The function below, based on merging, takes O(n) where n is the maximum of the size (cardinality) of the two sets. The idea is that we go through the ordered lists in "lock step" successively comparing the first elements and deciding on the basis of the comparison whether to incorporate them in the result, always taking the cdr of the list with the smaller first element.
'(2 3 4 6 7)
'(1 3 5 6) First element not in the intersection, take cdr
'(2 3 4 6 7) First element not in the intersection, take cdr
'(3 5 6)
'(3 4 6 7) First elements are in the intersection, take cdr
'(3 5 6) of both, incorparate car's in the result.
'(4 6 7) First element not in the intersection, take cdr
'(5 6)
'(6 7)
'(5 6) First element not in the intersection, take cdr
'(6 7) First elements are in the intersection, take cdr
'(6) of both, incorporate car's in the intersection.
'(7)
'() No elements in the intersection.
(define (intersect s1 s2)
(if (or (null? s1) (null? s2)) '()
(let (
(x1 (car s1))
(x2 (car s2))
); end let binding
(cond
((= x1 x2) (cons x1 (intersect (cdr s1) (cdr s2))))
((< x1 x2) (intersect (cdr s1) s2))
(else (intersect s1 (cdr s2)))
) ;end cond
) ; end let
) ;end if
) ;end define
We can test for the equality of sets under the ordered list representation very simply - if they are equal as sets they must be equal as lists.
(define equal_set? equal?)
Note that intersect is an example of a general kind of operation, the merge in which two ordered sequences are compared in lock-step to produce a result derived from both of them.
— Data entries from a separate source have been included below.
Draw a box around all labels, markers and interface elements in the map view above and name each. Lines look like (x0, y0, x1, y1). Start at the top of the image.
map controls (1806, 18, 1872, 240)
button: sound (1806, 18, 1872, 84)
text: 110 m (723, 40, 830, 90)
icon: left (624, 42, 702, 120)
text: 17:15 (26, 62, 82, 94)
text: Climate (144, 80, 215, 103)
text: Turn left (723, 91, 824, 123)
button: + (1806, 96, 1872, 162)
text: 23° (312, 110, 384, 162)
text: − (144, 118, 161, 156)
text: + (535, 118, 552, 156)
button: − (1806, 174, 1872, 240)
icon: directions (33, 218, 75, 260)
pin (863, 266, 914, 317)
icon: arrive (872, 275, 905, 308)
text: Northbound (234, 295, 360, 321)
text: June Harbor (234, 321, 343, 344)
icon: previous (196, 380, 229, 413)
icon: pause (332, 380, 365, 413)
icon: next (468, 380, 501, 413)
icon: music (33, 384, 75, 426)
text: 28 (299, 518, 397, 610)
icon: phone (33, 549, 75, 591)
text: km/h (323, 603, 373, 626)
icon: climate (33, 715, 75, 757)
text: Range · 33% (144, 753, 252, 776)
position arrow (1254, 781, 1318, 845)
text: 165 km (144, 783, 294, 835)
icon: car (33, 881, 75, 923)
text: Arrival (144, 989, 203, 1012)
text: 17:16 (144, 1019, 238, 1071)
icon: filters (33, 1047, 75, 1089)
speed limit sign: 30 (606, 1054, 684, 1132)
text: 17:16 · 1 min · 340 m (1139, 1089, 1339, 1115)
This is a very important kind of algorithm in cases in which you have large sets of data and only have sequential access to them. It past years, the only way that large data-sets could be stored was on magnetic tape, and all commercial data-processing depended on the use of merging operations. For example a bank would have records of the balance of customer accounts on one (or more than one!) tape, kept in order of account-number. The transactions for the day would be put on another tape, also in order of account-number. Then the two tapes would be merged, thereby updating the balances to allow for the transactions. Even the process of preparing the sorted-tape for merging would take place using a merge-based sorting operation.
Now we can test out our implementation.
(test_laws_sets 100)
If we represent a set as a balanced tree we can achieve a significant speed up in evaluating the member_set? and adjoin functions. The idea of a balanced tree is illustrated below - essentially the idea is that we want to equalise the number of entries to the left and right of each node as far as practicable.
If a tree is balanced, we can get to any given node in a rather small number of steps, in fact in a number of steps logarithmic in the cardinality (size) of the set represented in the tree. The details of how we can achieve this are discussed in Lecture 15.